* [EXERCISE GOAL]: The output should be every line below that includes the word "canvas".

* [EXTRACTED INFORMATION]:
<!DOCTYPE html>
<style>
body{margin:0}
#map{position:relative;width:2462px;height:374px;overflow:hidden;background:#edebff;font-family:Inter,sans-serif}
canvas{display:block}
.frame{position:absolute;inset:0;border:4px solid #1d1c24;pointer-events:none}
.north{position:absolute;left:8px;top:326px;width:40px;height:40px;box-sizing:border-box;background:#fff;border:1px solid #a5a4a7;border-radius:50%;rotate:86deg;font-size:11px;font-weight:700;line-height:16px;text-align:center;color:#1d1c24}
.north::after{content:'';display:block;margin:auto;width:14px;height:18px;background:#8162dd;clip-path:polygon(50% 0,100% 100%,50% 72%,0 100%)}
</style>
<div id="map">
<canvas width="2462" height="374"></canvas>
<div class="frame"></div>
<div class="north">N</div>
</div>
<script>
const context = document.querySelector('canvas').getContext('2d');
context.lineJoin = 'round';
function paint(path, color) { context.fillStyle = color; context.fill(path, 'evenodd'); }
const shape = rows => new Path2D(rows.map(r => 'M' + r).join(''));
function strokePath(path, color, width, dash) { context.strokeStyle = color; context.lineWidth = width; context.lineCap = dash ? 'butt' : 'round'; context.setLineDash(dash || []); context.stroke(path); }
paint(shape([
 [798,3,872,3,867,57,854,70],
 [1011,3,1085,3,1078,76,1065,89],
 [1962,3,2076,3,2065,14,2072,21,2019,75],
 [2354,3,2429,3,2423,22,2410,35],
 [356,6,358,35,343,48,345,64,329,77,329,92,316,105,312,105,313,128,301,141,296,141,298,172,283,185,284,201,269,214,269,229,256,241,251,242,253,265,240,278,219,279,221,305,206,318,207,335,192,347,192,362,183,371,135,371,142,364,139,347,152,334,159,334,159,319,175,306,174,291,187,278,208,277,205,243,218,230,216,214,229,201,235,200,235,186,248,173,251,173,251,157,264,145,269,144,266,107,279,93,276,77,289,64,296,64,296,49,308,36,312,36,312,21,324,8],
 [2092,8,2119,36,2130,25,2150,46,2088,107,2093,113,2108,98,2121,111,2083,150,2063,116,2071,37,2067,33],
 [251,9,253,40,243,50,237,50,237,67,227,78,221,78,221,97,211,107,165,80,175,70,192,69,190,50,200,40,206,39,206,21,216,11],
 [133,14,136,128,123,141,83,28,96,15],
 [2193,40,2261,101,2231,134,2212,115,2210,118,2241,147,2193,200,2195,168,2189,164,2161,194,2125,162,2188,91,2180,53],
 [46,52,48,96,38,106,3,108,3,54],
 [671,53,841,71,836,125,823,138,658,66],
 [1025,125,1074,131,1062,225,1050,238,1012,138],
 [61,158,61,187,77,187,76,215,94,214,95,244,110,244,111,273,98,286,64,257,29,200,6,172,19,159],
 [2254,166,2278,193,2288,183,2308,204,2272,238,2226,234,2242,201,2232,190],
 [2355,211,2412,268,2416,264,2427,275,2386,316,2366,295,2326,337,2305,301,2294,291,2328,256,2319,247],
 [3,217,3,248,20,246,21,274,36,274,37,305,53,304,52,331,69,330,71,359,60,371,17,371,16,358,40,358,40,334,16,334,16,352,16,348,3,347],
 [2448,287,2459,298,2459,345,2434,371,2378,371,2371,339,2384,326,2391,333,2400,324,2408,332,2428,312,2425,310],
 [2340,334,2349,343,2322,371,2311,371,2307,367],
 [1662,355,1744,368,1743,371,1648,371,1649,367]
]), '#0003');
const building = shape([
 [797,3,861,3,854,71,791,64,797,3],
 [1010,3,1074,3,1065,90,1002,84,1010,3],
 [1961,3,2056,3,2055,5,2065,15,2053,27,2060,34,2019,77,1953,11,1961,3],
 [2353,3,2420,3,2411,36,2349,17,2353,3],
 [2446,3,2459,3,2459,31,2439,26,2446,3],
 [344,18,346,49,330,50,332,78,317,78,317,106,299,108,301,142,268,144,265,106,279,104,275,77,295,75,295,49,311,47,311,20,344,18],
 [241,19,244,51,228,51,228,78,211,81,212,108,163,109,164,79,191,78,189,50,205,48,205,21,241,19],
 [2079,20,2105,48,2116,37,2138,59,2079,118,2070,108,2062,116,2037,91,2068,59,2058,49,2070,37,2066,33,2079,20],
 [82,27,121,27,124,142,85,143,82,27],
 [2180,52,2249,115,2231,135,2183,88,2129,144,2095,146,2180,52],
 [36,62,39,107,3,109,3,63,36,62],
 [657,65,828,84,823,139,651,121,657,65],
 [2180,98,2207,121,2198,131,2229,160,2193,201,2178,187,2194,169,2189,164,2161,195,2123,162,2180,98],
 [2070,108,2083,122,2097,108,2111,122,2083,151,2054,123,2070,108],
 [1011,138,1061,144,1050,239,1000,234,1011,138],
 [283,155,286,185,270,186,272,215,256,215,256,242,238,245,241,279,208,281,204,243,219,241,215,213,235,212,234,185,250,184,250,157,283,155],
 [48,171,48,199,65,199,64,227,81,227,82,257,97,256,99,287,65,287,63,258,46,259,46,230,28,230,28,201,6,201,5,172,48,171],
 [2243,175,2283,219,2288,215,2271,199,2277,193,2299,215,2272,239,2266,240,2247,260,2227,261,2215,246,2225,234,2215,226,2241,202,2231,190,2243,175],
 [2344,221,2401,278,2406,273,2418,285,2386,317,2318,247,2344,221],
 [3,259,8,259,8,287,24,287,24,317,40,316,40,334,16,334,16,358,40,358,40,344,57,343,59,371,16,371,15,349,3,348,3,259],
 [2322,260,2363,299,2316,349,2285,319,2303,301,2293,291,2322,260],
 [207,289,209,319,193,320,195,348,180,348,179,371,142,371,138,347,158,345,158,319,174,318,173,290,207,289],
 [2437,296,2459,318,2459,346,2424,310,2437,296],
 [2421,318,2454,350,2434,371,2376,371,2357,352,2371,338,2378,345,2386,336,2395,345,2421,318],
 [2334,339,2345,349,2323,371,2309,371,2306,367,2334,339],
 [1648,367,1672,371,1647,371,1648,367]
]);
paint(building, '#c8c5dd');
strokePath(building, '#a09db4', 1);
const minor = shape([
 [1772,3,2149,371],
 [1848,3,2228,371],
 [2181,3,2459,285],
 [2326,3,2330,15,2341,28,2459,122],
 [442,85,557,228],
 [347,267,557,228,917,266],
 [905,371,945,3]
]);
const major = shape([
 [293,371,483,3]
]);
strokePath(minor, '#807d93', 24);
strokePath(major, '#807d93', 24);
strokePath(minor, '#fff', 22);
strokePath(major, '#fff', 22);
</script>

* [EXPECTED OUTPUT]:
canvas{display:block}
<canvas width="2462" height="374"></canvas>
const context = document.querySelector('canvas').getContext('2d');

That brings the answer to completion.